Lucky half-time chocolate: "Fine milk and white Belgian chocolates with a rich praline centre".
Reason: A high-brow evening demands high-brow chocolate.
Level of success: The highlight of the night...or the only bit of it that didn't leave a bad taste in the mouth, anyway.
Implausibly, the second half brought even fewer on-target shots at Davis' goal than the first. That's none,
for the hard of counting. Indeed, there were no goal attempts of any kind until the lively Lee Cook replaced
Allan Nielsen on sixty-seven minutes, a move that was long overdue in that it allowed Pennant to switch to
his natural position on the right. At the other end, Wimbledon created chances and wasted them all. Ultimately,
both keepers were extended further in the warm-up than during the game.
It was absolute rubbish, basically. Beyond admiring Wayne Brown's refreshing habit of absolutely bloody
battering the ball away from danger when necessary, which was accompanied by Neil Cox's rather quieter
but nonetheless effective performance, there was precious little to draw comfort from. After five minutes,
Shipperley headed wide at the far post from an Ardley cross, before Cooper's centre skidded through to Connolly,
who fired straight at Chamberlain from just inside the area. The rain swept down, the wind gusted about, the
row behind attempted to lift spirits with the theme from the Muppets. As the local tourist board might say,
"Welcome to Selhurst. What are you doing here?".
A goal for either side might've given the whole thing a sense of purpose, at least. The finishing would've had to
be rather better, though...Mild let Ardley's cross bounce off the top of his head when given the chance to
test Chamberlain, and Ardley failed to hit the target - or, indeed, to get anywhere near the target - with two
unmarked headers in quick succession later on. God, it was poor. Typically, a lovely bit of skill - a brief glint
as the needle in the haystack was caught by the sun - from Lee Cook was followed by a shot that barely managed to
make it as far as the goalline.
And on, and on. A couple of corners, each greeted with a rousing cheer, a banging of seats as rows stood
up, a chorus of "Come on you 'Orns"...and a depressed sigh at an easy clearance. "Get Poppins on!" shouted Rupe,
lost in his own world. Better than being here, though. "It's a contact sport!" bellowed Loz in protest at a
free kick for, erm, offside. Matt's pen, sitting on the concrete wall in front, was blown into the next row. It
was too wet for tumbleweed, so the occasional carrier bag took on the job. The linesman on the near touchline
had enough and asked the referee if he could go home. Agyemang headed at Chamberlain from a corner, Noel-Williams
came closest for Watford as he diverted a Cook cross through the six yard box and wide.

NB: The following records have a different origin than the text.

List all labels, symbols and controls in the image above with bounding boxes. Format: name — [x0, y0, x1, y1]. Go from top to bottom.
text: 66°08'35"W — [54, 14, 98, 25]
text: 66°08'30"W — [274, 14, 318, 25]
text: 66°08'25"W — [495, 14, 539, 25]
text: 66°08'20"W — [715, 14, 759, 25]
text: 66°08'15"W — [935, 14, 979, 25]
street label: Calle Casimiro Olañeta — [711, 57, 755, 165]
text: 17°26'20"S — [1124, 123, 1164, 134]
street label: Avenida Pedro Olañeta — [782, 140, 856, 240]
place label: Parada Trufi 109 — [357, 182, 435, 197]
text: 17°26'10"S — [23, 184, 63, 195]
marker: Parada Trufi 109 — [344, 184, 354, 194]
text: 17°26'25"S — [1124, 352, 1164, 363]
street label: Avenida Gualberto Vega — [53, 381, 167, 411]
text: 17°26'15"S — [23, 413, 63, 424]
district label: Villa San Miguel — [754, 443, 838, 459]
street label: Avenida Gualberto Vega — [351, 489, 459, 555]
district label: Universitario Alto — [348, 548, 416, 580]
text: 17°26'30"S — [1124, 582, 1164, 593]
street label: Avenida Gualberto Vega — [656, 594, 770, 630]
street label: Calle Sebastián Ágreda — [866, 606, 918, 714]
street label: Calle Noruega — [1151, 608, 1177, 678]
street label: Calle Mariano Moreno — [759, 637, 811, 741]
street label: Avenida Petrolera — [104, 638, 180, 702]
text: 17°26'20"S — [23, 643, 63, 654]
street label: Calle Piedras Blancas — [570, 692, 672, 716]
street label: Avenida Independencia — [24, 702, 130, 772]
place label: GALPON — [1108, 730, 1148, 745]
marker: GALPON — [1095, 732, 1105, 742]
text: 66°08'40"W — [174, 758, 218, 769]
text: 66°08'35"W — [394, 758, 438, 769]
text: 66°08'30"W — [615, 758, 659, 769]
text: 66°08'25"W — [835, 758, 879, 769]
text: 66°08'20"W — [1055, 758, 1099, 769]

At some point, around the time when we were starting to think that it would go on forever, it stopped. We
all went home, hunched in protection against the gusts of wind and freezing rain. Only the most accepting
of us wouldn't have thought for a moment about our reasons for doing this, for spending money and time to see
such a completely ungratifying, abysmal spectacle.
Of course, the cliché has it that we keep coming back because we don't know what's going to happen,
because we might miss something special. Selhurst, as ever, gives the lie to that.